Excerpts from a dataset
<<<<

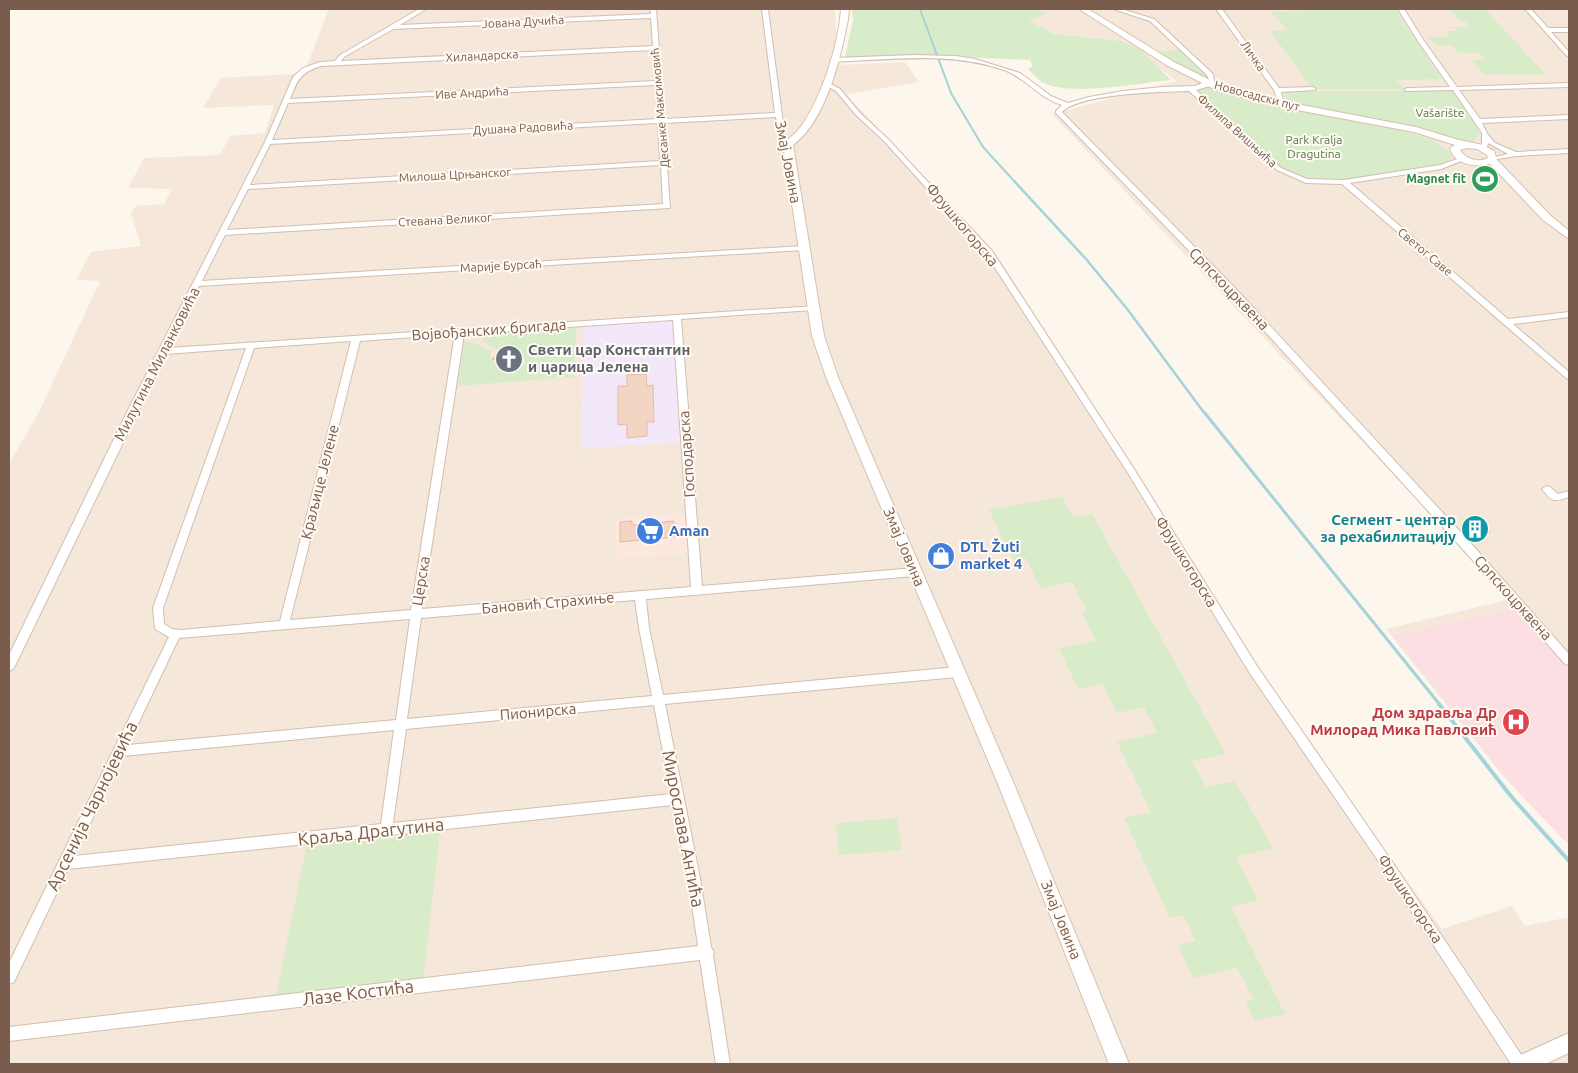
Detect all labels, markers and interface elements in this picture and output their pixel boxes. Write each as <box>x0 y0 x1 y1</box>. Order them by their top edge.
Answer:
street label: Јована Дучића <box>481 13 565 30</box>
street label: Личка <box>1238 38 1268 73</box>
street label: Хиландарска <box>445 47 519 64</box>
street label: Десанке Максимовић <box>648 47 671 169</box>
street label: Новосадски пут <box>1213 78 1302 113</box>
street label: Иве Андрића <box>435 84 509 101</box>
street label: Филипа Вишњића <box>1195 92 1280 170</box>
park label: Vašarište <box>1416 106 1464 119</box>
street label: Душана Радовића <box>473 118 573 137</box>
street label: Змај Јовина <box>772 119 805 205</box>
park label: Park Kralja Dragutina <box>1286 133 1342 160</box>
sports icon: Magnet fit <box>1470 164 1500 194</box>
street label: Милоша Црњанског <box>398 165 512 184</box>
place label: Magnet fit <box>1406 172 1466 185</box>
street label: Фрушкогорска <box>923 180 1002 270</box>
street label: Стевана Великог <box>398 211 492 228</box>
street label: Светог Саве <box>1395 225 1455 278</box>
street label: Српскоцрквена <box>1186 244 1273 333</box>
street label: Марије Бурсаћ <box>460 257 542 274</box>
street label: Милутина Миланковића <box>110 284 203 444</box>
street label: Војвођанских бригада <box>411 316 567 343</box>
place label: Свети цар Константин и царица Јелена <box>528 341 690 375</box>
church icon: Свети цар Константин и царица Јелена <box>494 344 524 374</box>
street label: Господарска <box>675 410 698 498</box>
street label: Краљице Јелене <box>297 423 342 541</box>
street label: Змај Јовина <box>880 505 929 589</box>
place label: Сегмент - центар за рехабилитацију <box>1320 511 1456 545</box>
street label: Фрушкогорска <box>1152 513 1221 610</box>
building icon: Сегмент - центар за рехабилитацију <box>1460 514 1490 544</box>
supermarket icon: Aman <box>635 516 665 546</box>
place label: Aman <box>669 522 709 539</box>
place label: DTL Žuti market 4 <box>960 538 1022 572</box>
shop icon: DTL Žuti market 4 <box>926 541 956 571</box>
street label: Српскоцрквена <box>1471 552 1556 643</box>
street label: Церска <box>408 555 433 607</box>
street label: Бановић Страхиње <box>481 588 615 617</box>
street label: Пионирска <box>499 700 577 723</box>
place label: Дом здравља Др Милорад Мика Павловић <box>1310 704 1497 738</box>
hospital icon: Дом здравља Др Милорад Мика Павловић <box>1501 707 1531 737</box>
street label: Арсенија Чарнојевића <box>41 718 141 893</box>
street label: Мирослава Антића <box>659 749 709 909</box>
street label: Краља Драгутина <box>297 813 445 849</box>
street label: Фрушкогорска <box>1374 851 1446 946</box>
street label: Змај Јовина <box>1038 878 1085 962</box>
street label: Лазе Костића <box>301 975 415 1009</box>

>>>>

**Exercise details**
I would like the data above transcribed exactly, with its pictures left out.

**Result**
Detect all labels, markers and interface elements in this picture and output their pixel boxes. Write each as <box>x0 y0 x1 y1</box>. Order them by their top edge.
Answer:
street label: Јована Дучића <box>481 13 565 30</box>
street label: Личка <box>1238 38 1268 73</box>
street label: Хиландарска <box>445 47 519 64</box>
street label: Десанке Максимовић <box>648 47 671 169</box>
street label: Новосадски пут <box>1213 78 1302 113</box>
street label: Иве Андрића <box>435 84 509 101</box>
street label: Филипа Вишњића <box>1195 92 1280 170</box>
park label: Vašarište <box>1416 106 1464 119</box>
street label: Душана Радовића <box>473 118 573 137</box>
street label: Змај Јовина <box>772 119 805 205</box>
park label: Park Kralja Dragutina <box>1286 133 1342 160</box>
sports icon: Magnet fit <box>1470 164 1500 194</box>
street label: Милоша Црњанског <box>398 165 512 184</box>
place label: Magnet fit <box>1406 172 1466 185</box>
street label: Фрушкогорска <box>923 180 1002 270</box>
street label: Стевана Великог <box>398 211 492 228</box>
street label: Светог Саве <box>1395 225 1455 278</box>
street label: Српскоцрквена <box>1186 244 1273 333</box>
street label: Марије Бурсаћ <box>460 257 542 274</box>
street label: Милутина Миланковића <box>110 284 203 444</box>
street label: Војвођанских бригада <box>411 316 567 343</box>
place label: Свети цар Константин и царица Јелена <box>528 341 690 375</box>
church icon: Свети цар Константин и царица Јелена <box>494 344 524 374</box>
street label: Господарска <box>675 410 698 498</box>
street label: Краљице Јелене <box>297 423 342 541</box>
street label: Змај Јовина <box>880 505 929 589</box>
place label: Сегмент - центар за рехабилитацију <box>1320 511 1456 545</box>
street label: Фрушкогорска <box>1152 513 1221 610</box>
building icon: Сегмент - центар за рехабилитацију <box>1460 514 1490 544</box>
supermarket icon: Aman <box>635 516 665 546</box>
place label: Aman <box>669 522 709 539</box>
place label: DTL Žuti market 4 <box>960 538 1022 572</box>
shop icon: DTL Žuti market 4 <box>926 541 956 571</box>
street label: Српскоцрквена <box>1471 552 1556 643</box>
street label: Церска <box>408 555 433 607</box>
street label: Бановић Страхиње <box>481 588 615 617</box>
street label: Пионирска <box>499 700 577 723</box>
place label: Дом здравља Др Милорад Мика Павловић <box>1310 704 1497 738</box>
hospital icon: Дом здравља Др Милорад Мика Павловић <box>1501 707 1531 737</box>
street label: Арсенија Чарнојевића <box>41 718 141 893</box>
street label: Мирослава Антића <box>659 749 709 909</box>
street label: Краља Драгутина <box>297 813 445 849</box>
street label: Фрушкогорска <box>1374 851 1446 946</box>
street label: Змај Јовина <box>1038 878 1085 962</box>
street label: Лазе Костића <box>301 975 415 1009</box>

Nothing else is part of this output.